つまりこれが、ミーシャが本気を出すために変身した姿らしい。なんだか変身という言葉で想像するような姿とは少し違うが……。
「……かっこいい……!」
僕には、そのすべてがどんなテレビの中のヒーローよりも勇敢に見えた。
ギシギシギシ……!
「……! ケイゴ、下がって‼」
ミーシャによって転ばされたのであろう動く鎧が起き上がりだす。僕は頷いて、邪魔にならないように見守れるくらいの遠くに逃げた。
「……すごい!」
ミーシャと鎧は目にも止まらぬ速さで闘っていた。僕からしたら何が起こってるのかうまく理解できないくらいだ。

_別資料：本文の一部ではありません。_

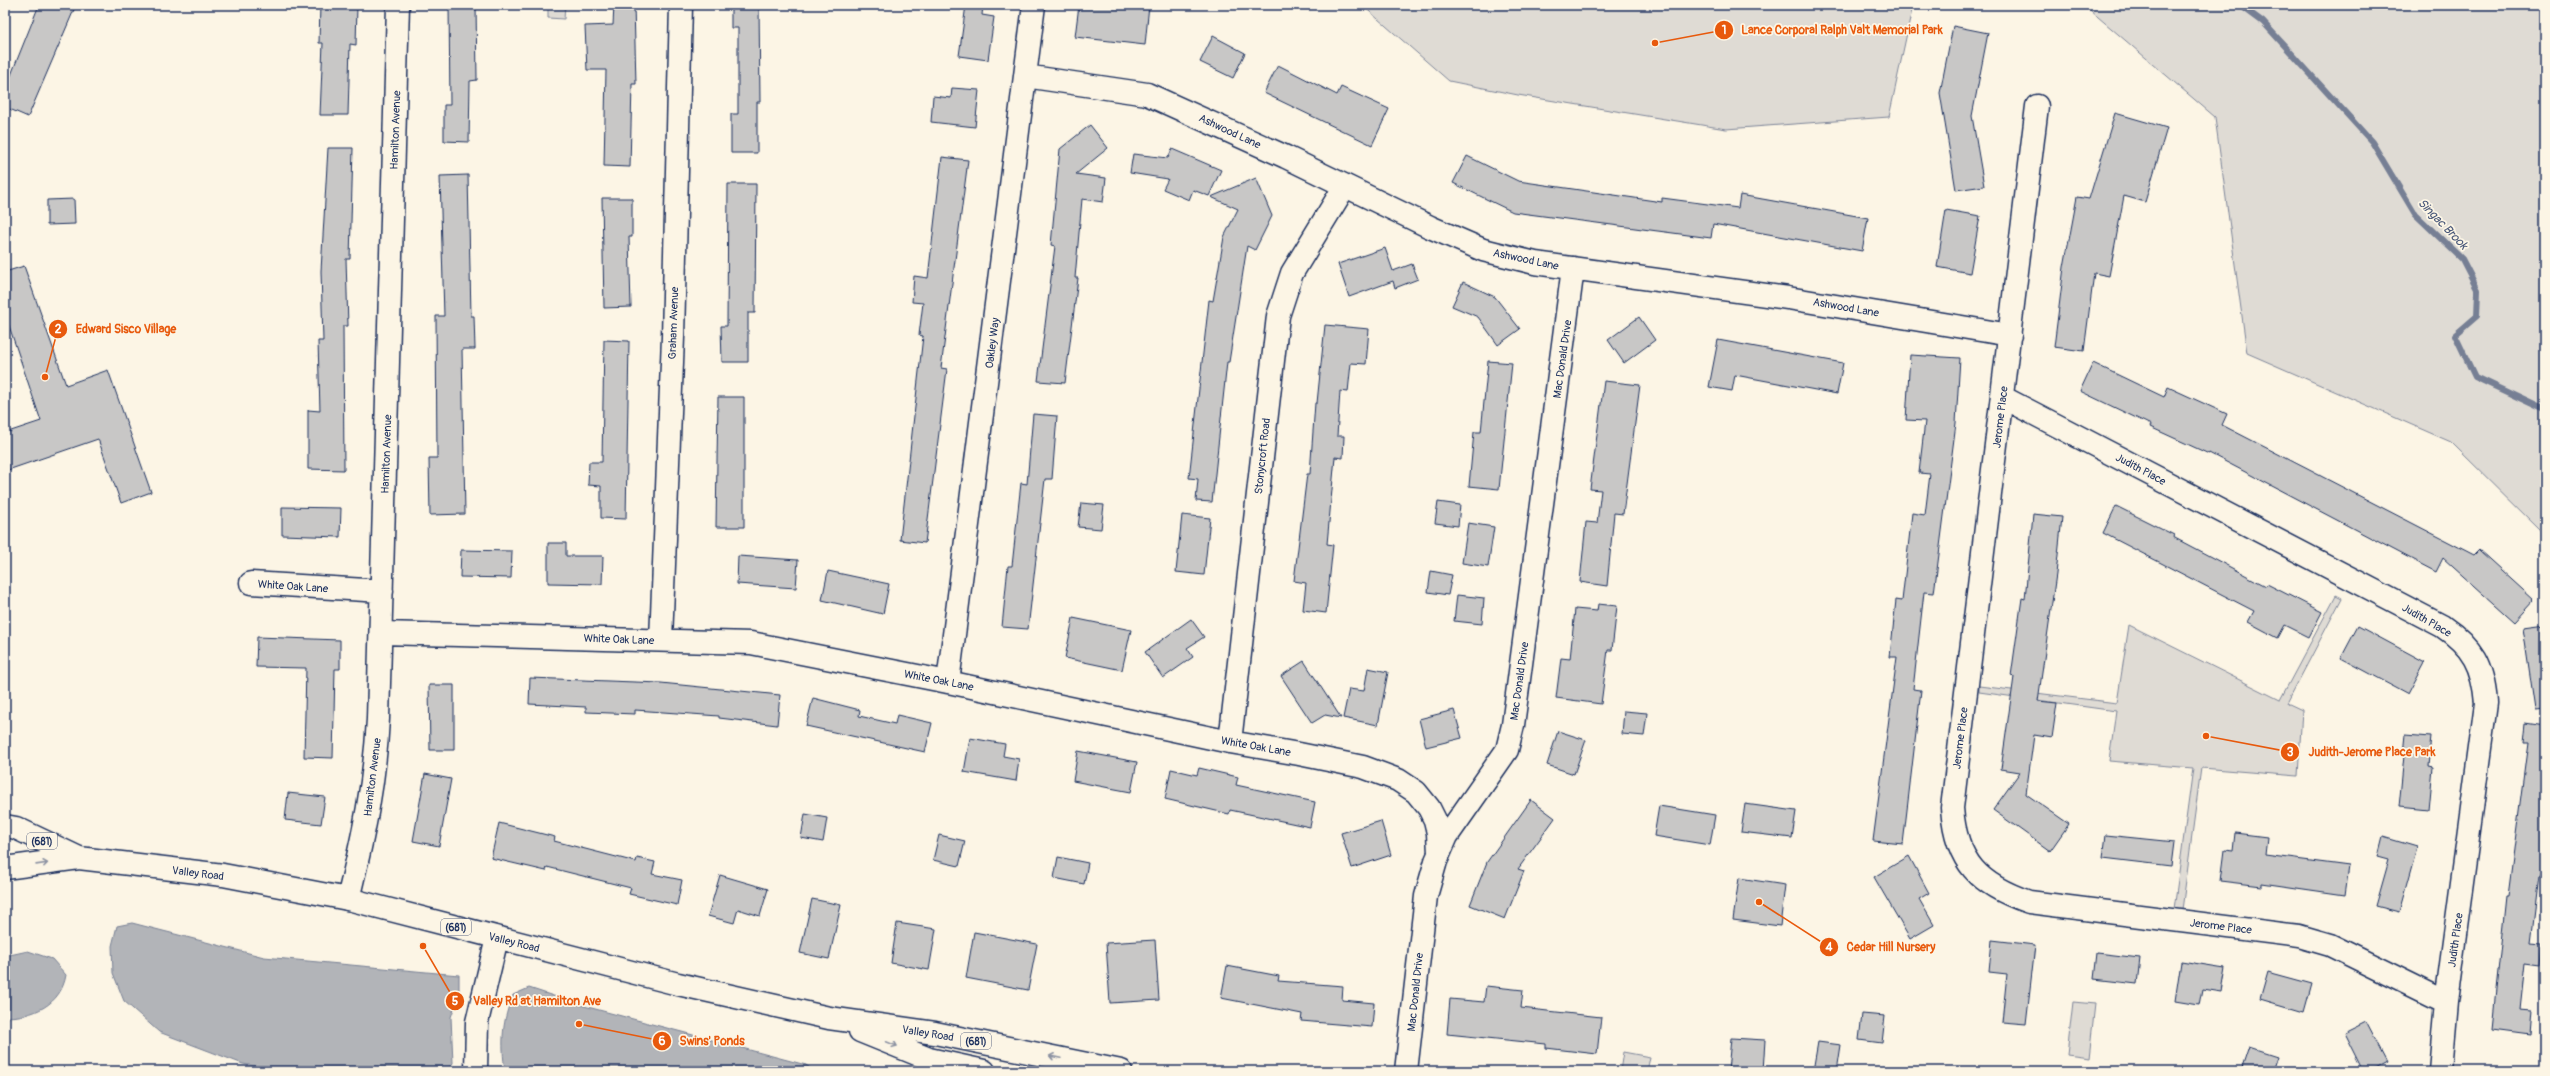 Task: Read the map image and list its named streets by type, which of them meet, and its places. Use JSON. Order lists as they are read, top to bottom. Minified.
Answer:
{"streets":{"street":["Hamilton Avenue","Ashwood Lane","Graham Avenue","Oakley Way","Mac Donald Drive","Jerome Place","Stonycroft Road","Judith Place","White Oak Lane","(681)","Valley Road"]},"crossings":[["Hamilton Avenue","White Oak Lane"],["Hamilton Avenue","Valley Road"],["Ashwood Lane","Oakley Way"],["Ashwood Lane","Mac Donald Drive"],["Ashwood Lane","Jerome Place"],["Ashwood Lane","Stonycroft Road"],["Graham Avenue","White Oak Lane"],["Oakley Way","White Oak Lane"],["Mac Donald Drive","White Oak Lane"],["Jerome Place","Judith Place"],["Stonycroft Road","White Oak Lane"]],"water":["Singac Brook"],"places":["Lance Corporal Ralph Valt Memorial Park","Edward Sisco Village","Judith-Jerome Place Park","Cedar Hill Nursery","Valley Rd at Hamilton Ave","Swins' Ponds"]}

ミーシャが拳を撃ち込んだと思ったら、返す刃で鎧が彼女の胴を穿とうとする。だがそれすらも刀身に飛び乗る形で避け、にゃあ! と鳴いた瞬間に鎧の肩のあたりを引っ掻いた。一見、ミーシャの拳はただの暴力にしか見えないが、バチッと走る電流と、素早すぎる身体を見ると、なにがどうなっているのかはわからないが、体中に電気魔法を流し、拳の威力とスピードを上げているようだった。

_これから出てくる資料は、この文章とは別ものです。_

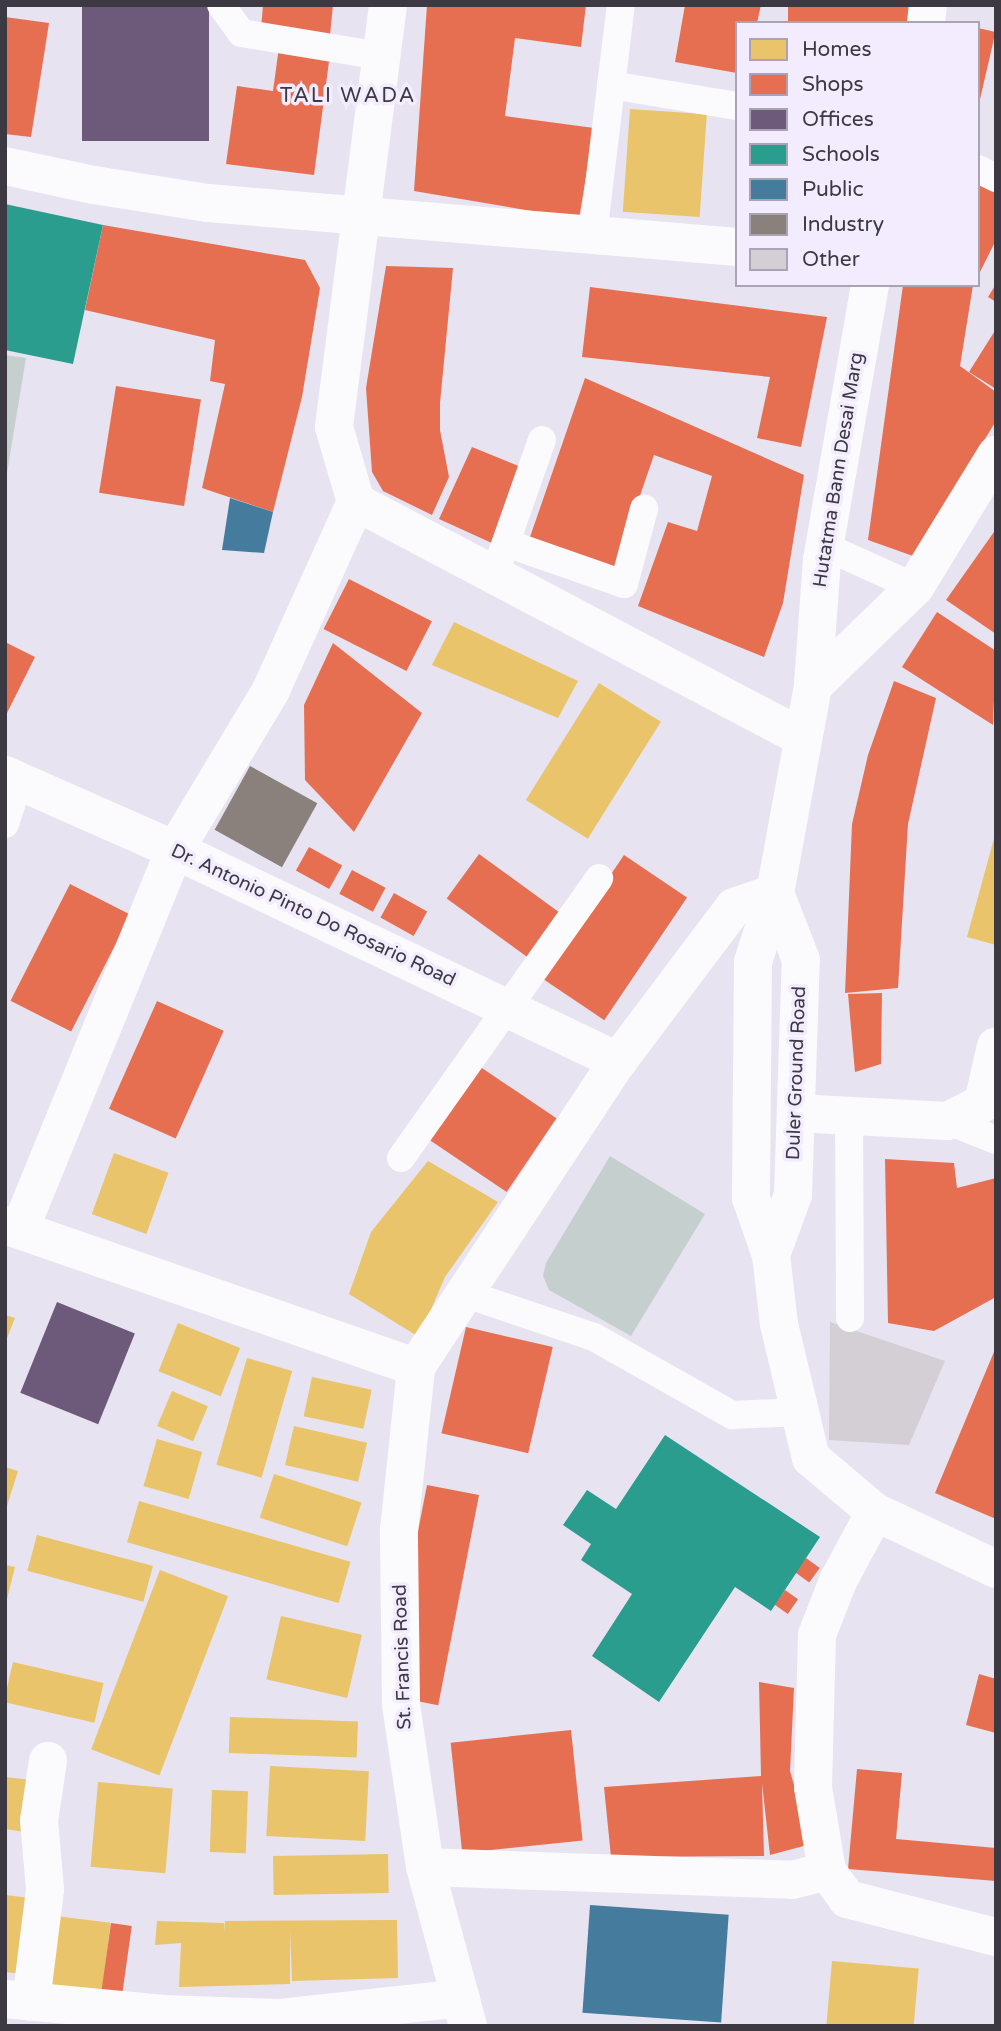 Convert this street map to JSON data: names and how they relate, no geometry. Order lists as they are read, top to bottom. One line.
{"streets":{"street":["Hutatma Bann Desai Marg","Dr. Antonio Pinto Do Rosario Road","Duler Ground Road","St. Francis Road"]},"crossings":[["Hutatma Bann Desai Marg","Duler Ground Road"]],"districts":["TALI WADA"],"legend":["Homes","Shops","Offices","Schools","Public","Industry","Other"]}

三メートルの怪物と、その半分のサイズの白猫が戦ってる。それだけで信じられないのだが、彼らの力量は素人目に見ても互角、いや、わずかにミーシャの方が上回っているように思えた。
「……これが、変身……」
魔法の威力が、本当に五倍違う。これを見てしまったら、信じざるを得なかった。
「これなら……勝てるかも……‼」
きっと誰かが通報してくれていて、近くの我楽団も向かってきてくれているはずだ。これで持ちこたえられる、そう思ったときだった。
ドン‼
「えっ」
突如、世界がスローモーションになった。
無音の世界の中で、僕が遠くに居るせいで手のひらほどの大きさにしか見えないミーシャの身体から血が吹き出しているのが、変に小さく見えた。